A small minority of places where people go frequently account for a large majority of coronavirus infections in big cities, according to a new modeling study.
The study, published in the journal Nature on Tuesday, suggests that reducing the maximum occupancy in such places – including restaurants, gyms, cafes and hotels – can slow the spread of illness substantially.
“Our model predicts that capping points-of-interest at 20% of maximum occupancy can reduce the infections by more than 80%, but we only lose around 40% of the visits when compared to a fully reopening with usual maximum occupancy,” Jure Leskovec, an author of the study and associate professor of computer science at Stanford University, said during a press briefing on Tuesday.
“Our work highlights that it doesn’t have to be all or nothing,” he said.
The model also found significant racial and socioeconomic inequities in coronavirus infections.

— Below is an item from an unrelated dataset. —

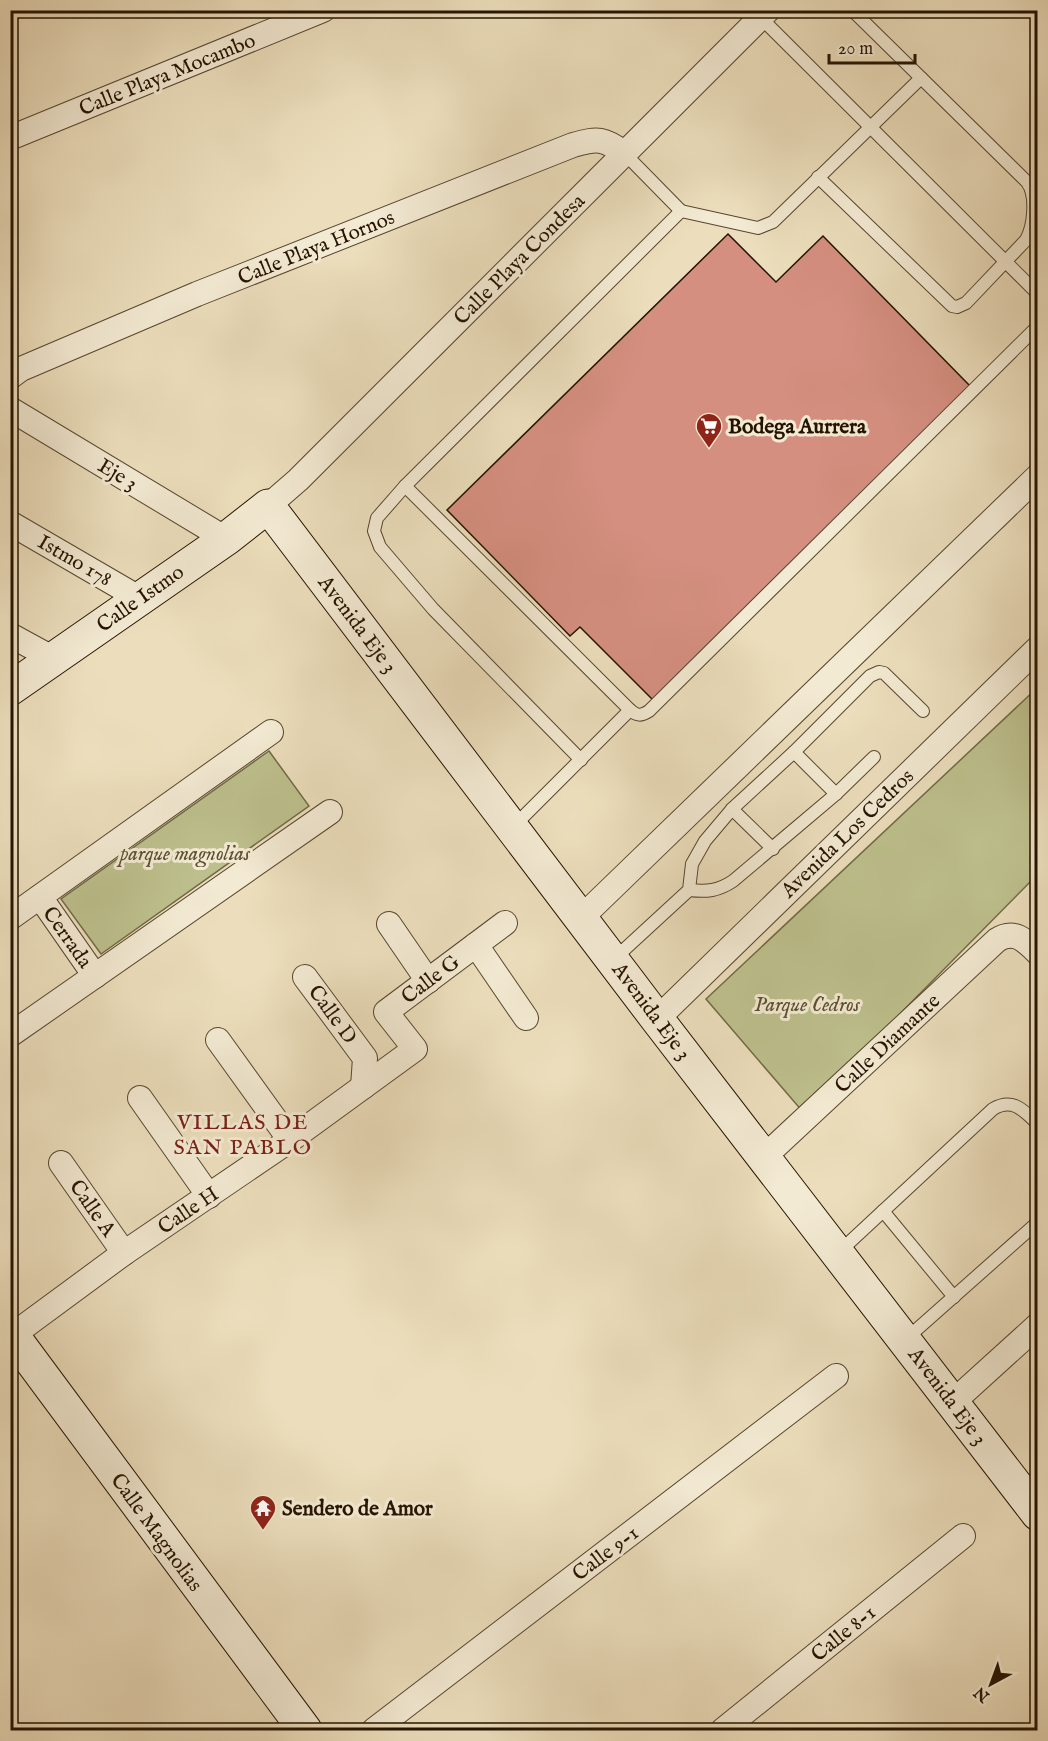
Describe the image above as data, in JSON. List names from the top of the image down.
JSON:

Model spotlights potential ‘superspreader’ places
The researchers – from Stanford University and Northwestern University – used cell phone location data from SafeGraph to model the potential spread of Covid-19 within 10 of the largest metropolitan areas in the United States: Atlanta, Chicago, Dallas, Houston, Los Angeles, Miami, New York, Philadelphia, San Francisco and Washington DC.

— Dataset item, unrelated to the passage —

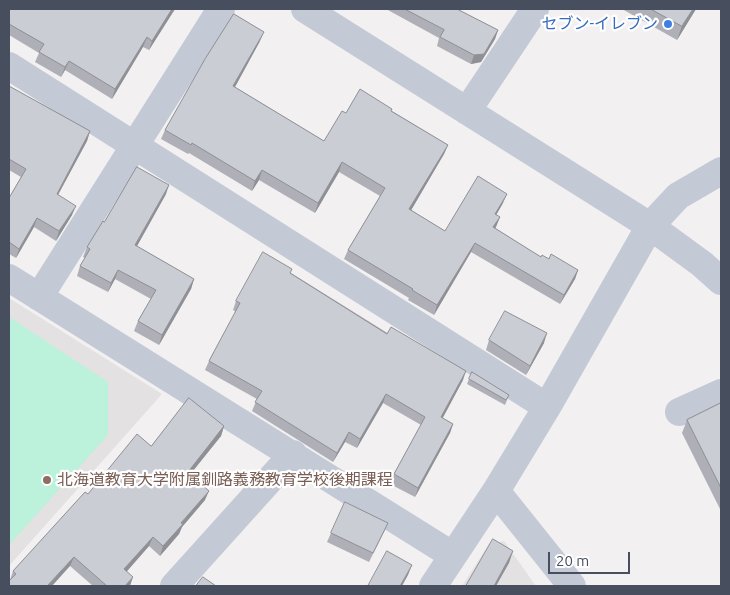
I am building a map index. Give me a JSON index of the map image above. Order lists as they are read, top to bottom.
{
  "places": ["セブン-イレブン", "北海道教育大学附属釧路義務教育学校後期課程"],
  "scale_bar": "20 m"
}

The data, representing the hourly movements of 98 million people, included mobility patterns from March to May.
The researchers examined Covid-19 case counts for each area and took a close look at how often people traveled to certain non-residential locations or “points-of-interest.”
Those locations included grocery stores, fitness centers, cafes and snack bars, doctor’s offices, religious establishments, hotels and motels and full-service restaurants.